[ASSIGNMENT]:
Return a copy of every line in the records that includes the word "controls".
—————
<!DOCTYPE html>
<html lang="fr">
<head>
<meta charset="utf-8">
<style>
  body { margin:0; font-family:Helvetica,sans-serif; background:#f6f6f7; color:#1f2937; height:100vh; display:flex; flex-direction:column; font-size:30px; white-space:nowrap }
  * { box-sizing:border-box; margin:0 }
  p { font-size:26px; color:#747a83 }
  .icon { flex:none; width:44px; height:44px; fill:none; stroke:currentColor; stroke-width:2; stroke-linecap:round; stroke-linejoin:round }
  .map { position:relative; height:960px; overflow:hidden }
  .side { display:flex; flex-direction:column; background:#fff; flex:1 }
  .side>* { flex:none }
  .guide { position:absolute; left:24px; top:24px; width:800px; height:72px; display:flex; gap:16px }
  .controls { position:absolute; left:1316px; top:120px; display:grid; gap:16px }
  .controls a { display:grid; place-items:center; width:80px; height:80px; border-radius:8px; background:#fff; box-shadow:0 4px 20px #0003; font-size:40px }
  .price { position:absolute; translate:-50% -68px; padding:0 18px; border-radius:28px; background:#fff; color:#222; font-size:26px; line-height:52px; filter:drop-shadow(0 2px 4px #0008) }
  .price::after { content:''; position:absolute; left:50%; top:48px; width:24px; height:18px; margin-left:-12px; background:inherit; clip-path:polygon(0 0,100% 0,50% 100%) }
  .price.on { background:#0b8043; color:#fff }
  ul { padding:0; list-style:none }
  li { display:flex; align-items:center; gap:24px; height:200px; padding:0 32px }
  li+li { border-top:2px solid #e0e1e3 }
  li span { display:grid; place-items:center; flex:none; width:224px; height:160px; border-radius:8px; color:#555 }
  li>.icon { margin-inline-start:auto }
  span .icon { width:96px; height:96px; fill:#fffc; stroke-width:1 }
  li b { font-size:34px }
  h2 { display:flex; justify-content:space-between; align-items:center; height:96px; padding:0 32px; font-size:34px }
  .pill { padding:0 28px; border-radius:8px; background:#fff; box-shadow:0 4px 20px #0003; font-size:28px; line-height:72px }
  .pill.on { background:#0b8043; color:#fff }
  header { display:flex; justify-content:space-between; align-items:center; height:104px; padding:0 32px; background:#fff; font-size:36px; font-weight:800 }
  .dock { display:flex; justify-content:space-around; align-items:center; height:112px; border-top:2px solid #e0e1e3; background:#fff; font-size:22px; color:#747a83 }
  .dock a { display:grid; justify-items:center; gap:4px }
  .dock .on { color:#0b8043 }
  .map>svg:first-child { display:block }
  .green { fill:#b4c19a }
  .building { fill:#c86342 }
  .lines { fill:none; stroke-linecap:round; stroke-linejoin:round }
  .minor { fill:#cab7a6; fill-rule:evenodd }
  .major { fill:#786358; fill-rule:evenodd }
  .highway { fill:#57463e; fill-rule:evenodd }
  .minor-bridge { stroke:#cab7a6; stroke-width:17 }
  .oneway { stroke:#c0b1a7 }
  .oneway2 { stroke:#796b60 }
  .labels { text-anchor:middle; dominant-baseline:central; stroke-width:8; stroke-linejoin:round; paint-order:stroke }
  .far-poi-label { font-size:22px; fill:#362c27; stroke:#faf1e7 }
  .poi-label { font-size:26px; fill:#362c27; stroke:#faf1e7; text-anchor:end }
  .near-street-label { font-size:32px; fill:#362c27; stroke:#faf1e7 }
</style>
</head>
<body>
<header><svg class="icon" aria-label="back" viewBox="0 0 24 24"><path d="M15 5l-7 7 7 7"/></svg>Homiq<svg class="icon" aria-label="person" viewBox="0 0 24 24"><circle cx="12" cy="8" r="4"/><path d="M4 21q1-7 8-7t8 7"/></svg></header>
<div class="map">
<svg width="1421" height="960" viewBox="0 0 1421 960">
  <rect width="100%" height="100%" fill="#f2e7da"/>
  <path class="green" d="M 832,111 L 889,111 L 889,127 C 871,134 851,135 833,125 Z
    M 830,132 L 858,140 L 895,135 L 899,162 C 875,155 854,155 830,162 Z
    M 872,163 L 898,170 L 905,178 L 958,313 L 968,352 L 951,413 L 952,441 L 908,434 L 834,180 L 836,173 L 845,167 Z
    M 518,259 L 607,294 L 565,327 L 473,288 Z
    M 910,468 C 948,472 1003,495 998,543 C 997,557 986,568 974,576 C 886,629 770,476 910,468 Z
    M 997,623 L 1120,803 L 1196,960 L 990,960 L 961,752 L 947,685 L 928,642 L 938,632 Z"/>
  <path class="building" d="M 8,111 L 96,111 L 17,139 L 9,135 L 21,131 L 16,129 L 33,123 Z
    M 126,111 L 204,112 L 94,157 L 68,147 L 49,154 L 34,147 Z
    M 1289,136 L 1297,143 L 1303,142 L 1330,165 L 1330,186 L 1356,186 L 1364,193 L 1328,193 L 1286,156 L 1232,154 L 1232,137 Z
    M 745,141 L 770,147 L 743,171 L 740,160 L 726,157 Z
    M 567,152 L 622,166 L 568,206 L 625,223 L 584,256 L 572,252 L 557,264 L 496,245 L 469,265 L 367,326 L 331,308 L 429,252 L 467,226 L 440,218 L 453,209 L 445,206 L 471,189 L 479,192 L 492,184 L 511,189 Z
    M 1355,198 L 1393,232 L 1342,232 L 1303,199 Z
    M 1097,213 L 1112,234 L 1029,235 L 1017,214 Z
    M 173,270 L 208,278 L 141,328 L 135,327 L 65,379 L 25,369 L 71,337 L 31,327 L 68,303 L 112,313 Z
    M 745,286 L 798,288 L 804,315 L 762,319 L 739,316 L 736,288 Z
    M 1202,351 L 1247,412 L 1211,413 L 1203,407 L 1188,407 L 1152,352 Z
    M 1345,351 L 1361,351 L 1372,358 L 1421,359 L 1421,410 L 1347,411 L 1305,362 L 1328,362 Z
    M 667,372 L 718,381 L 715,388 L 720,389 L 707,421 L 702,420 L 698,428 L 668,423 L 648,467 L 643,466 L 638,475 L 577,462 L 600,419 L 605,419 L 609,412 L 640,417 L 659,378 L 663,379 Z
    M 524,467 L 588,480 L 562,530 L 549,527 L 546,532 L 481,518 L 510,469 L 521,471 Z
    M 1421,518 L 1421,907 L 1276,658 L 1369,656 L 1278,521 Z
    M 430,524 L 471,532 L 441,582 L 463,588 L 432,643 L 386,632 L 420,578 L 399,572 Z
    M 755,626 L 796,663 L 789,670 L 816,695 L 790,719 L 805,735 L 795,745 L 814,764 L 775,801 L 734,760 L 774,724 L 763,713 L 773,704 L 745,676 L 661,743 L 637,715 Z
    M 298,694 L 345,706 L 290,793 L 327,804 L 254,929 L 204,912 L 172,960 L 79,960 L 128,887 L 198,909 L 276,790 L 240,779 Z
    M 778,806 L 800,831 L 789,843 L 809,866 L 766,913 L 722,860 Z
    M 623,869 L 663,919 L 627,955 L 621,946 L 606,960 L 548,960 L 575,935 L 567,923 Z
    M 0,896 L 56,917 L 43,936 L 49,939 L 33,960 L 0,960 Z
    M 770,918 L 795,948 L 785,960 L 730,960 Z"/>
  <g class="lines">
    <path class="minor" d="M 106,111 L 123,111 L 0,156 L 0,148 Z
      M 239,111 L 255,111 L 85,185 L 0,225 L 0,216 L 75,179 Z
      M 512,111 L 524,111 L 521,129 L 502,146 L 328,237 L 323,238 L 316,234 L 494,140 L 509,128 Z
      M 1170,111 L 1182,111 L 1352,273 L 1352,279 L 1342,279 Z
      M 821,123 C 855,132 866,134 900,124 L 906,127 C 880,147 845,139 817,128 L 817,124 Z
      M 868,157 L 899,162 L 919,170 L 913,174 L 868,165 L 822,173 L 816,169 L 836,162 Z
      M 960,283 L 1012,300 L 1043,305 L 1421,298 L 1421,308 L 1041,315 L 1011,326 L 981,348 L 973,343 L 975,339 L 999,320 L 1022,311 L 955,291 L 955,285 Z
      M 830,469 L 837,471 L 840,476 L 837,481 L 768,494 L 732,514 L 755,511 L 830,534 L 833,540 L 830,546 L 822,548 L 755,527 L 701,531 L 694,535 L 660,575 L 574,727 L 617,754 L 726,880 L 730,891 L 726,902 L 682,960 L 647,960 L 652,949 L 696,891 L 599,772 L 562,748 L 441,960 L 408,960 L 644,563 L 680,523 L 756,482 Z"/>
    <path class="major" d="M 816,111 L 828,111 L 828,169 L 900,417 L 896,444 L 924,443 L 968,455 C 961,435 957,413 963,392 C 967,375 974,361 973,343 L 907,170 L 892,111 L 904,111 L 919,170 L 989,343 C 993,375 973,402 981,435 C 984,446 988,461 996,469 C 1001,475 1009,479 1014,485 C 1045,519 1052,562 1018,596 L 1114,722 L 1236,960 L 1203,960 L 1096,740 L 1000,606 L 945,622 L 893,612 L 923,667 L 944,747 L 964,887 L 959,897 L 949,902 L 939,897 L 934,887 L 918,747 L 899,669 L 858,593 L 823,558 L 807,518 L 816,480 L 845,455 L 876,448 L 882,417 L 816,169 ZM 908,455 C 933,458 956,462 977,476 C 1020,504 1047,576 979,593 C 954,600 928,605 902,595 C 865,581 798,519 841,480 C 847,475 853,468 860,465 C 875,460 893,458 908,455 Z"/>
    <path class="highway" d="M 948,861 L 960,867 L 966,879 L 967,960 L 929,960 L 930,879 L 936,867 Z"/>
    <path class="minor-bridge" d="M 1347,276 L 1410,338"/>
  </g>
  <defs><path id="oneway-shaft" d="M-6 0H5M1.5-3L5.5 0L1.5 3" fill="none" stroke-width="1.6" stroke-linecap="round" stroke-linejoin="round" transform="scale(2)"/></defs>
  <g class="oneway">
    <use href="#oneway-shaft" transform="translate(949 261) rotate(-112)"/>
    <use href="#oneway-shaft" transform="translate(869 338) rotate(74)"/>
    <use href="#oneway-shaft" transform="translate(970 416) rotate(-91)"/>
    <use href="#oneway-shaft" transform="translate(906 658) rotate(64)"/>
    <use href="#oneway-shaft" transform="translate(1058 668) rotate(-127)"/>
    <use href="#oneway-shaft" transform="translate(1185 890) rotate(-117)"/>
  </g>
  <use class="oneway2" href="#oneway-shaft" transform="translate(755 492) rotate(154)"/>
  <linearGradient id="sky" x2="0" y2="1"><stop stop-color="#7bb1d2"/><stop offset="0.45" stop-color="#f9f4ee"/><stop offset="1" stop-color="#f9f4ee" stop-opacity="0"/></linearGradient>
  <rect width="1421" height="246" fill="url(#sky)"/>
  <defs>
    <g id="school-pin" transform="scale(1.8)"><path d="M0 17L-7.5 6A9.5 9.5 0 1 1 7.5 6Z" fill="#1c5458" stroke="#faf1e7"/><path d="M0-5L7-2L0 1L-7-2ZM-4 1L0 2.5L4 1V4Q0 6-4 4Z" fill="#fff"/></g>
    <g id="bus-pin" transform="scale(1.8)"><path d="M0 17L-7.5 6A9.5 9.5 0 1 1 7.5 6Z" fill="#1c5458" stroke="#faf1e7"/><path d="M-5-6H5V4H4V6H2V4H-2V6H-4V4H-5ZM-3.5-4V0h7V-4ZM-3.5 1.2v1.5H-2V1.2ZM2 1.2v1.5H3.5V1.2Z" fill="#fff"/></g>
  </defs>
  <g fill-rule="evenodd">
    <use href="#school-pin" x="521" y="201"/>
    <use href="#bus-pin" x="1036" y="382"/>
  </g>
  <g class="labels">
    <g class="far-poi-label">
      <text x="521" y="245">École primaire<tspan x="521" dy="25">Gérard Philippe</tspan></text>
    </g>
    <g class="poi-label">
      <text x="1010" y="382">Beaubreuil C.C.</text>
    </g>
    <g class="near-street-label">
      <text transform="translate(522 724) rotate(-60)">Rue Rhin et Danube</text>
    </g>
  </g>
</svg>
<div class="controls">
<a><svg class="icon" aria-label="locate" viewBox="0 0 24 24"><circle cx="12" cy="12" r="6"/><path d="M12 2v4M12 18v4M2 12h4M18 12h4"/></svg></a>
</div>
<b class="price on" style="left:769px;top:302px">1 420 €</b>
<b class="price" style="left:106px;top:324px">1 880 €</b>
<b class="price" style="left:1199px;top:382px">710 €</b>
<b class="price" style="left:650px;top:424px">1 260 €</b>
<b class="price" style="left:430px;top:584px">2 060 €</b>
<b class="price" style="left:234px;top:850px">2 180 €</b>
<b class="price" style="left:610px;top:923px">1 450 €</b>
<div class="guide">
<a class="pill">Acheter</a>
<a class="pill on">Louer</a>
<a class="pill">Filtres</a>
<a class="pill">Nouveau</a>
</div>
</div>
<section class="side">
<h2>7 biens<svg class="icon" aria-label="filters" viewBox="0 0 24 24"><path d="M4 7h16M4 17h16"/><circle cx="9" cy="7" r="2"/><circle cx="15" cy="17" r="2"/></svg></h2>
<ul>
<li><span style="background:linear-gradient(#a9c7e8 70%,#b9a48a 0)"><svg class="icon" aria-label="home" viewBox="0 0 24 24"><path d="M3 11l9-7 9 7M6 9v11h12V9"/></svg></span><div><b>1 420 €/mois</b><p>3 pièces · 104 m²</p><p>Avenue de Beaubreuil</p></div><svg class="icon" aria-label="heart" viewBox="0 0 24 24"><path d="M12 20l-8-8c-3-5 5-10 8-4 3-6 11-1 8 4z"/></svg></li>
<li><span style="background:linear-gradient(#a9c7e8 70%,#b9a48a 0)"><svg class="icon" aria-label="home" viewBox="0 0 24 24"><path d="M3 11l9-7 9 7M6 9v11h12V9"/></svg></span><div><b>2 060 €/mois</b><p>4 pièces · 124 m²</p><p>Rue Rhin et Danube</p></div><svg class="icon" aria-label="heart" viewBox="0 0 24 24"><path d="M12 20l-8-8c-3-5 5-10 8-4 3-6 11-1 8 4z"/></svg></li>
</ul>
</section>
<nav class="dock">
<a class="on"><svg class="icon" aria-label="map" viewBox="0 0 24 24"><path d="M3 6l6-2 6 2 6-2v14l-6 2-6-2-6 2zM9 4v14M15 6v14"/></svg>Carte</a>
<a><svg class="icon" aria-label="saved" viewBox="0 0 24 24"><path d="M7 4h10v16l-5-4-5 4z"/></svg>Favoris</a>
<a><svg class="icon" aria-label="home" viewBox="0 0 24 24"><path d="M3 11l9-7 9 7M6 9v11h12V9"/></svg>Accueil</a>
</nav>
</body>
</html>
—————
[SOLUTION]:
  .controls { position:absolute; left:1316px; top:120px; display:grid; gap:16px }
  .controls a { display:grid; place-items:center; width:80px; height:80px; border-radius:8px; background:#fff; box-shadow:0 4px 20px #0003; font-size:40px }
<div class="controls">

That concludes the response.